(TASK GOAL)
Only the number is needed: how many lines of the records include "linecap"?

(AVAILABLE DATA)
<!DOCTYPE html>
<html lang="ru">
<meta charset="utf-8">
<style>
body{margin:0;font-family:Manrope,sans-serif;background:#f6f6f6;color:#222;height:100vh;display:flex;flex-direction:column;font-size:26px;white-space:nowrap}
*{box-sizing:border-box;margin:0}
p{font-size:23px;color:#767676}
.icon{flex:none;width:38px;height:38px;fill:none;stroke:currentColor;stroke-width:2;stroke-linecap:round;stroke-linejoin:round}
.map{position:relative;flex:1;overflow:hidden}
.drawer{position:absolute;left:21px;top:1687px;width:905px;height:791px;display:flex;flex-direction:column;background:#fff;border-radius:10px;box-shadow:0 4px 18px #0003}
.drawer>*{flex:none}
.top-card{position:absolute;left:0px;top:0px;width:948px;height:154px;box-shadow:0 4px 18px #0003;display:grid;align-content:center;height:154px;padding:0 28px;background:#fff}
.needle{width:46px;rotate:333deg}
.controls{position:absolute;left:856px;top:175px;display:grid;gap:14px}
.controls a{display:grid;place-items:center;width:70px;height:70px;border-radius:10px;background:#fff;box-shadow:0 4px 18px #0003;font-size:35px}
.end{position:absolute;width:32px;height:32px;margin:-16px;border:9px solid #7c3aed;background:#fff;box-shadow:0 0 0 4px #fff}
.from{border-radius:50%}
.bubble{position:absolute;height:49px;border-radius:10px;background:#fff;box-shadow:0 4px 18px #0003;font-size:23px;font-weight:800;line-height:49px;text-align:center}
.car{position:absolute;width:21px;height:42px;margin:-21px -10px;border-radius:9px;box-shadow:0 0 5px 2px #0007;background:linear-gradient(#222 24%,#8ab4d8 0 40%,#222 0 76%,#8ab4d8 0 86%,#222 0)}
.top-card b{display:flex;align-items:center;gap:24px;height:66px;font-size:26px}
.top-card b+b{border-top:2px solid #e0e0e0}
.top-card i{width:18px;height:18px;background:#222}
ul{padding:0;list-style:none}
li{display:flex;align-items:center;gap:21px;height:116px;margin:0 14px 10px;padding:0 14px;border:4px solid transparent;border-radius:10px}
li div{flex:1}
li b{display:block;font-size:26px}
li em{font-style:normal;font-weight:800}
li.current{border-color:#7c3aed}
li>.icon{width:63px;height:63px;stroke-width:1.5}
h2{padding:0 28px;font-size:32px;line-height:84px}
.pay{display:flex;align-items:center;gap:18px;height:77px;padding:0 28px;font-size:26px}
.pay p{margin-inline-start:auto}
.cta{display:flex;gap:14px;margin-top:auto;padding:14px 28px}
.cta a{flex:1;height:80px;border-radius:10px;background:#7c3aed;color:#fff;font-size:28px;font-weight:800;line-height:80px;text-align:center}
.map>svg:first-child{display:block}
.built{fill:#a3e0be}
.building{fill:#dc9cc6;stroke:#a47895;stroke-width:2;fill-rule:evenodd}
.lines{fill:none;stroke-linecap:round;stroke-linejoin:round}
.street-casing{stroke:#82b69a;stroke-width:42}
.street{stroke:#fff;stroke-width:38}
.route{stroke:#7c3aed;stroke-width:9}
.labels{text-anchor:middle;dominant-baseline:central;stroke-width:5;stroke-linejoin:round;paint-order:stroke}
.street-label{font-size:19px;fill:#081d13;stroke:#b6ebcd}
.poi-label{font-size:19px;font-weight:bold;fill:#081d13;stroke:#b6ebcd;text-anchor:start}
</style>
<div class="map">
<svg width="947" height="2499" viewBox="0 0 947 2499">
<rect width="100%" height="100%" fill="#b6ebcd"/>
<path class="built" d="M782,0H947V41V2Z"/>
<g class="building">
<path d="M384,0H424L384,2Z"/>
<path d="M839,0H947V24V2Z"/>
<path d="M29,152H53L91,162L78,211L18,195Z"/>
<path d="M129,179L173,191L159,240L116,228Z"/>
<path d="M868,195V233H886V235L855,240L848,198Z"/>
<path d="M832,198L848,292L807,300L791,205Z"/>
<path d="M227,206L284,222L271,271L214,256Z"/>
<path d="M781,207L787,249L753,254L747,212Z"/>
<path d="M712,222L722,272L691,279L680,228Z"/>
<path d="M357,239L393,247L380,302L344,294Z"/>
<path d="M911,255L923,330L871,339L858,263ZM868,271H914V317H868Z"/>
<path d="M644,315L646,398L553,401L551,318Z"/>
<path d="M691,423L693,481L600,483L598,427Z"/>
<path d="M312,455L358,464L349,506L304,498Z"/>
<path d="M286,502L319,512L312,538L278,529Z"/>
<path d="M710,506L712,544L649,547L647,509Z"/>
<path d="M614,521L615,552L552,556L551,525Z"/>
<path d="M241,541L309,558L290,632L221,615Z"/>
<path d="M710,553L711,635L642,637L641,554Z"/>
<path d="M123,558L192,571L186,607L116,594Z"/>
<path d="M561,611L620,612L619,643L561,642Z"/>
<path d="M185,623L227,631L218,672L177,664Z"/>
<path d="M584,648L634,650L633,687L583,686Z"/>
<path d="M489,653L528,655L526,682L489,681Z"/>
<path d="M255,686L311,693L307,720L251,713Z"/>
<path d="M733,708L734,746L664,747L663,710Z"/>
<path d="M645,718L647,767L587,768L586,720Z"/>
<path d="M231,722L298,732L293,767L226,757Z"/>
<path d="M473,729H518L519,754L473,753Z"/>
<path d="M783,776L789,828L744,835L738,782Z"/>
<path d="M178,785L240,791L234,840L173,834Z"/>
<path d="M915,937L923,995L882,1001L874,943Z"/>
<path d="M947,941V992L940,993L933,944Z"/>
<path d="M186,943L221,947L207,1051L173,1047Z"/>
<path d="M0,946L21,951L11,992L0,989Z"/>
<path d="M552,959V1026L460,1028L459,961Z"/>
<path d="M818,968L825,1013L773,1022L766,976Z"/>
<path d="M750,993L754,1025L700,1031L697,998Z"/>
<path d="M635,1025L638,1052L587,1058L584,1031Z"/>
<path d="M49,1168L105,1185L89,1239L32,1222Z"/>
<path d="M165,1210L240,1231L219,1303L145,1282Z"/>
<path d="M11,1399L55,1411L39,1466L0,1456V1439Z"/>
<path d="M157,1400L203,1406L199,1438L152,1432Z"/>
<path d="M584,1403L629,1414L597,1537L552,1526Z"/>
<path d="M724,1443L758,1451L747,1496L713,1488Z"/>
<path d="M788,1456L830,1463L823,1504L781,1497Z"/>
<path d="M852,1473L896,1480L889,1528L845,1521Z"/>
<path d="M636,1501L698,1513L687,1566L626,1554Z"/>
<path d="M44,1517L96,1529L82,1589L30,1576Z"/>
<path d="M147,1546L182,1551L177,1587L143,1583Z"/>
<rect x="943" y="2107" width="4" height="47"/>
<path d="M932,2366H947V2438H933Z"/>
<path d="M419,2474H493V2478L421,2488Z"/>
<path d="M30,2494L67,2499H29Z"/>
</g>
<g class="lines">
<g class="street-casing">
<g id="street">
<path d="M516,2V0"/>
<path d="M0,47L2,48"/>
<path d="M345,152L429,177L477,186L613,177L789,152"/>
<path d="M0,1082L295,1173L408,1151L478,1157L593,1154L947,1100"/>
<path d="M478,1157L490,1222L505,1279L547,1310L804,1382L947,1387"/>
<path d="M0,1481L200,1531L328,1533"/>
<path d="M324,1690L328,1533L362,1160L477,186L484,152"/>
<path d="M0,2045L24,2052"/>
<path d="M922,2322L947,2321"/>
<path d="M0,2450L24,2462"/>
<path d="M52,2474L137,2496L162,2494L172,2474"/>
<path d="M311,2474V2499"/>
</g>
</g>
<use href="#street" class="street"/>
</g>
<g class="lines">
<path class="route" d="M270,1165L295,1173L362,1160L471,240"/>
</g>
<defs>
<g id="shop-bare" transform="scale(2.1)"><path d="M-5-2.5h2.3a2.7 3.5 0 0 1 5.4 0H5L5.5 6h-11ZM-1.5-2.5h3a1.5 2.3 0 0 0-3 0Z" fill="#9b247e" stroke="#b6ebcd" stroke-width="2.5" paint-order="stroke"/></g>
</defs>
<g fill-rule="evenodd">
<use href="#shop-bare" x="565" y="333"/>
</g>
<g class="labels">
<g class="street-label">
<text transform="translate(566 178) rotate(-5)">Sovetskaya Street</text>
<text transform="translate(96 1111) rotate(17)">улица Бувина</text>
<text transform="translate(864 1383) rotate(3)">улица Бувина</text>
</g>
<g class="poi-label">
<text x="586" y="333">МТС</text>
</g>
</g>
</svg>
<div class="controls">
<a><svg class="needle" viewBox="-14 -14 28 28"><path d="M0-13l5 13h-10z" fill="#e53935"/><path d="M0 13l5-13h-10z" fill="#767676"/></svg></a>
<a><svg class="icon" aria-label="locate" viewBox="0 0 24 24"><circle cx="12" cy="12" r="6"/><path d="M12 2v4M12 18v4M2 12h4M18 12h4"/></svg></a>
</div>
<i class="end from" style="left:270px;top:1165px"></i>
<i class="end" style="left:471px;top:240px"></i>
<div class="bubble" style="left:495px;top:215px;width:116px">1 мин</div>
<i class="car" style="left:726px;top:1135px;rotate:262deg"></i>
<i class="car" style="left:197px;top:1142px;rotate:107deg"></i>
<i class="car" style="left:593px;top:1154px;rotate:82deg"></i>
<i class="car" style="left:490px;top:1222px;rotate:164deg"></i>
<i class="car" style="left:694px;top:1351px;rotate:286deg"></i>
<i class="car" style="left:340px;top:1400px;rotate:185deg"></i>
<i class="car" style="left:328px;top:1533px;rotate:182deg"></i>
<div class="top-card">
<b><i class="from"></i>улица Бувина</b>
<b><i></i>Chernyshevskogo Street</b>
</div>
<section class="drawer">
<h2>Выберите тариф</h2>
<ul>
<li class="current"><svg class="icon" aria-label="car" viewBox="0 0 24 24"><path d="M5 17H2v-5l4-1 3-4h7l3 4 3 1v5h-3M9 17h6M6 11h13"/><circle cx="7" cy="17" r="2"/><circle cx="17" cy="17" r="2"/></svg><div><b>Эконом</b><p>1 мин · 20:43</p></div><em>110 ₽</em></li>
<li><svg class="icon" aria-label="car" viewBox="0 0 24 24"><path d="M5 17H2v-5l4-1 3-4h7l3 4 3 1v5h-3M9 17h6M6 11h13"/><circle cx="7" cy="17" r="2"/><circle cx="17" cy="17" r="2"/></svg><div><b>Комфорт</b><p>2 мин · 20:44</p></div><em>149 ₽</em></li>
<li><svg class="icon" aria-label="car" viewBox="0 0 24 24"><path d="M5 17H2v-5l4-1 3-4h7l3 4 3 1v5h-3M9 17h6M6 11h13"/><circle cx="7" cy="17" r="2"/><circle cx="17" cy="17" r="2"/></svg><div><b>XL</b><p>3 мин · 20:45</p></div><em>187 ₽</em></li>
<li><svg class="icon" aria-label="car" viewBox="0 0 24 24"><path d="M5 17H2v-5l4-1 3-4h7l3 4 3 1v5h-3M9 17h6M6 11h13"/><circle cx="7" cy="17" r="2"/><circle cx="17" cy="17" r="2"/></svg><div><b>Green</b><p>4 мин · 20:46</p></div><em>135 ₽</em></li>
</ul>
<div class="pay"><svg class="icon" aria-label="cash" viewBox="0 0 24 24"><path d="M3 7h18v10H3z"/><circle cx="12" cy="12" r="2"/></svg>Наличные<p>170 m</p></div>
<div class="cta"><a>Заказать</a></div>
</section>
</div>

(OUTPUT OF THE TASK)
2